I’m currently reading By Faith Alone: Answering the Challenges to the Doctrine of Justification, edited by Gary Johnson and Guy Waters.  The first four chapters deal extensively with the New Perspective on Paul, and special attention is given to N. T. Wright.  Cornelis Venema, T. David Gordon, Richard Phillips and C. Fitzsimons Allison are all concerned to expose the fundamental problems with Wright on the question of imputation.  Wright dismisses imputation and for that reason he falls outside the bounds of biblical orthodoxy.  Among other things, he has argued that “the righteousness of God” refers to his covenant faithfulness in key passages such as Romans 1:17 and Romans 3:21, rather than a status imputed.  He says that there is no imputation of God’s righteousness for the Christian.  This contradicts both Scripture and the faithful summary thereof in our Reformed confessions (e.g. HC LD 23 & BC 22).

When it comes to justification (the heart of the gospel), Wright is a false teacher.  I don’t say that cavalierly.  I say that having studied Wright’s arguments and the counter-arguments.  If anyone questions that conclusion, I would urge you to get this book and read it carefully.

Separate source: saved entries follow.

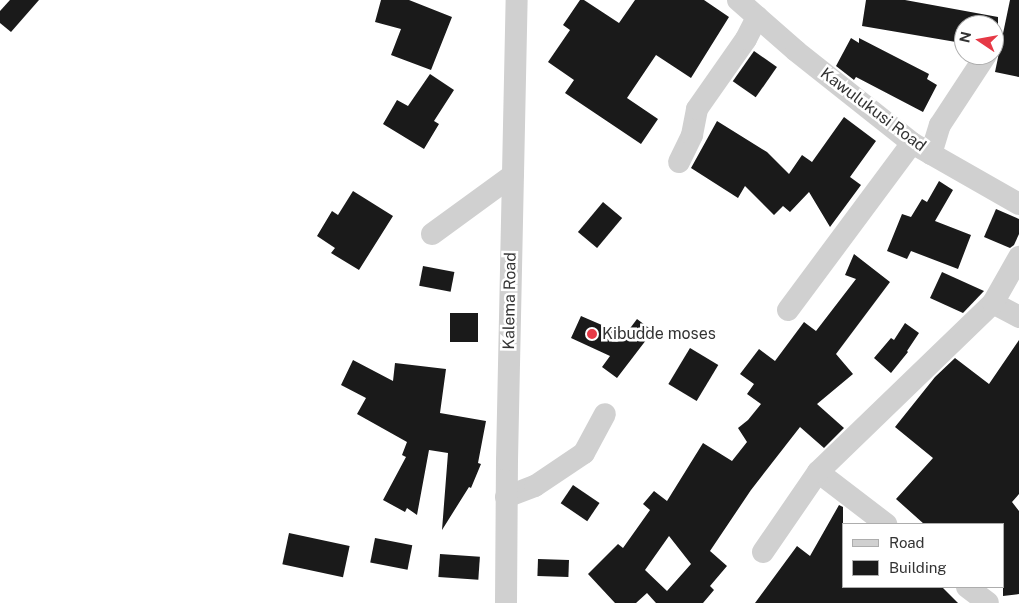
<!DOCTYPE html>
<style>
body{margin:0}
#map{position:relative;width:1019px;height:603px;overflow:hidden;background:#fff;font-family:"Public Sans",sans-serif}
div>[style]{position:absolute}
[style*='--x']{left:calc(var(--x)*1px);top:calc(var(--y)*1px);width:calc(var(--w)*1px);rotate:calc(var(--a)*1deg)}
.building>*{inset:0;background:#1a1a1a;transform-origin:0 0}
.minor>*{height:22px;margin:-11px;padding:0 11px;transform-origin:11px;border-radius:11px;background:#d0d0d0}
.dots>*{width:14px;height:14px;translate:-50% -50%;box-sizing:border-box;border:2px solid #fff;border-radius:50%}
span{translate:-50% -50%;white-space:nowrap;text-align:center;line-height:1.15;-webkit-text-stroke:5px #fff;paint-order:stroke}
.street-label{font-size:16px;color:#333}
.poi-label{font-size:16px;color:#333}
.left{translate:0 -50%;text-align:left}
.legend{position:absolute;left:842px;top:523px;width:162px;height:65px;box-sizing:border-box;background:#fff;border:1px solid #adadad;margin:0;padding:6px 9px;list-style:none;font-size:15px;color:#333}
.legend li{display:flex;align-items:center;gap:10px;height:25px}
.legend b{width:25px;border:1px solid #adadad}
.north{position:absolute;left:954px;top:15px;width:50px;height:50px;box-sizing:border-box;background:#fff;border:1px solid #adadad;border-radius:50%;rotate:282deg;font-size:14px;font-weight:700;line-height:20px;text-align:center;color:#333}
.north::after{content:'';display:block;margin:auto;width:18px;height:22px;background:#e63946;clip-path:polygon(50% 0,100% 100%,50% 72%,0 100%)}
</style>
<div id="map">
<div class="building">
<i style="clip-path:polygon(10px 0,39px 0,11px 32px,0 23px,0 11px)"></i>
<i style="clip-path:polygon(381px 0,409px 0,452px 17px,431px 70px,391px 55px,401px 29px,375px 22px)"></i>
<i style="clip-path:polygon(580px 0,584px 0,619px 23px,635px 0,704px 0,729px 17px,691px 78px,656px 55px,627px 98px,658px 119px,641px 144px,565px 93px,574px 80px,548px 62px,570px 30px,563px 25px)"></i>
<i style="clip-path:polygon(866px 0,905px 0,998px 17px,998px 25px,964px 25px,964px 41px,957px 40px,956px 42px,862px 26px)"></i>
<i style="clip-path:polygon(1010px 0,1019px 0,1019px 77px,995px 72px)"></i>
<i style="clip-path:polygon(851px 38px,859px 43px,859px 38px,929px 74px,927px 79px,937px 85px,923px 112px,856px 77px,854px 80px,836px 66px)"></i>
<i style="left:754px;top:51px;width:28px;height:37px;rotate:35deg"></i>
<i style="clip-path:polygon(430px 74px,454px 90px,434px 121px,439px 124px,424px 149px,383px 124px,397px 100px,408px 106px)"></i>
<i style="clip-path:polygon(844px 117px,876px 141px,850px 177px,861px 185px,830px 227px,809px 192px,790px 212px,783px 206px,774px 215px,745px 186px,738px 198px,691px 168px,717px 121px,767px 152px,789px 174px,802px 155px,812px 162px)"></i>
<i style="clip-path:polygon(939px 181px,953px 190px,935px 221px,971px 235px,958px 269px,911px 251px,907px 259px,887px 251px,902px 214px,911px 217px,922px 199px,927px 202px)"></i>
<i style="clip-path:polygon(353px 191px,393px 216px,359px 270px,331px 253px,335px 248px,317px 236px,332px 211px,338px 215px)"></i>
<i style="left:603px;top:202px;width:25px;height:39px;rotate:40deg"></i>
<i style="clip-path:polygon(996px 209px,1019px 219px,1019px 234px,1014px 245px,1010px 248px,984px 237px)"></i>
<i style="clip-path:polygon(evenodd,854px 254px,890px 282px,836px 354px,853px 374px,817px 404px,844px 428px,824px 448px,800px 427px,751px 490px,710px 551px,727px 566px,710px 586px,714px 590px,703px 603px,656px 603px,647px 593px,636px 603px,615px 603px,588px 574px,618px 544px,623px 548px,650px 510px,643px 504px,654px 491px,667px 501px,703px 443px,732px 461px,747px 442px,738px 428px,748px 420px,761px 404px,747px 394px,754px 384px,740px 374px,759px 349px,775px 361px,804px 322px,816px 331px,856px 279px,845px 275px,854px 254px,669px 536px,691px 564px,667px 591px,645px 570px,669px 536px)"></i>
<i style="left:423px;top:266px;width:32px;height:20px;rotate:11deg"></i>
<i style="clip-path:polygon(942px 272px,984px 291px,963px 313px,930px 298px)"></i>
<i style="left:478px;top:313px;width:29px;height:28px;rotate:90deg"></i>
<i style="clip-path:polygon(581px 316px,625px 335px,637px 319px,653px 331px,617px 378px,602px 367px,610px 356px,571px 338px)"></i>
<i style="clip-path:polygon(905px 323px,919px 333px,907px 351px,908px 352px,891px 373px,874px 358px,891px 338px,894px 340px)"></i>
<i style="clip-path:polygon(1019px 340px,1019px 494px,1012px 502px,1019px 511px,1019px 594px,1003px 596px,1003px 524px,924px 524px,896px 499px,933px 458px,895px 427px,935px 377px,955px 358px,989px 384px)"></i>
<i style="left:690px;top:348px;width:33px;height:42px;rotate:31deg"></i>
<i style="clip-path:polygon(353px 360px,393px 381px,395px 363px,446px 369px,440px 413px,486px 421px,478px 463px,481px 464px,471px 488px,469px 487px,442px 530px,448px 453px,429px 450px,417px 515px,407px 508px,405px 512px,383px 500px,406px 457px,402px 455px,407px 442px,357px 414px,366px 398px,341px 385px)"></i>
<i style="left:573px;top:485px;width:32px;height:22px;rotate:34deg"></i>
<i style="clip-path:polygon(839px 505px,843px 507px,843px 587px,942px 587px,958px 603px,755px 603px,797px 546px,810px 556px)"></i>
<i style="left:289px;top:533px;width:62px;height:32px;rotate:12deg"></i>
<i style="left:375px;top:538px;width:38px;height:25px;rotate:11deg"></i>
<i style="left:440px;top:554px;width:40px;height:23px;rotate:4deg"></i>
<i style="left:538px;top:559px;width:31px;height:17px;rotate:2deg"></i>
</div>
<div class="minor">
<i style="--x:738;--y:0;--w:77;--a:41.3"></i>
<i style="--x:796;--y:51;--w:148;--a:38.4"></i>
<i style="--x:912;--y:143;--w:123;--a:29.7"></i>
<i style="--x:931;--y:154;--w:30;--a:-73"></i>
<i style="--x:940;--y:125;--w:84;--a:-56.7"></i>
<i style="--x:679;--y:162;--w:30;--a:-64"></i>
<i style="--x:692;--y:135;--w:26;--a:-79"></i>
<i style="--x:697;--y:109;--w:85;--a:-55"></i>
<i style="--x:746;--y:39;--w:25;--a:-63"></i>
<i style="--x:432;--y:234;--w:100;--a:-36.1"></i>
<i style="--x:993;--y:303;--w:30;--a:28"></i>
<i style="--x:788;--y:310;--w:208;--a:-53.4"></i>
<i style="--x:818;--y:472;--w:86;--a:37.4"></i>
<i style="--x:506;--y:497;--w:31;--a:-21"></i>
<i style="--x:535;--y:486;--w:59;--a:-34"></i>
<i style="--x:584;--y:453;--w:44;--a:-61.7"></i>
<i style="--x:763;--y:552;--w:97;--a:-55.5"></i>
<i style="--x:818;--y:472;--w:243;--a:-44"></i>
<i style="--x:993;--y:303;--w:53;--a:-60.5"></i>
<i style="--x:967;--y:587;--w:26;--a:37"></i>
<i style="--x:506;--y:603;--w:143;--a:-89.6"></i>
<i style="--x:507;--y:460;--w:460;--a:-88.8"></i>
</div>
<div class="dots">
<i style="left:592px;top:334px;background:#e63946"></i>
</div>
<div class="street-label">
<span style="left:873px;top:110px;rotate:37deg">Kawulukusi Road</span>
<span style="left:510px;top:301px;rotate:-89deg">Kalema Road</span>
</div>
<div class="poi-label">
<span class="left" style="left:602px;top:334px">Kibudde moses</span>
</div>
<ul class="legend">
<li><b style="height:6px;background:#d0d0d0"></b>Road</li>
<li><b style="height:14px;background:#1a1a1a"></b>Building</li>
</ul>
<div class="north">N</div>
</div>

But the authors not only critique Wright, they also present a solid case for a faithful biblical doctrine of justification that includes getting imputation correct.  I like the way that Phillips expresses it:

Indeed, the glory of imputed righteousness is not merely that it overcomes the threat that I have looked upon with mortal horror, namely, the perfect righteousness of the divine Judge.  The glory of this scriptural truth is not mainly that it permits me to escape this praiseworthy office of God and his glorious attributes of perfect holiness, justice, and truth.  Instead, the glory of imputed righteousness is that it provides the grounds by which the Judge in his perfect justice acclaims me righteous and embraces me to his heart.  Clothed in the perfect righteousness of the Lord Jesus Christ I no longer fear God’s justice but I rejoice in it, for it now demands that I be entered into life with all the blessings of heaven.  God “shows his righteousness” in my justification; he is “just and the justifier of the one who has faith in Jesus” (Rom. 3:26).

Praise God for the gospel!  Let us believe it and faithfully defend it.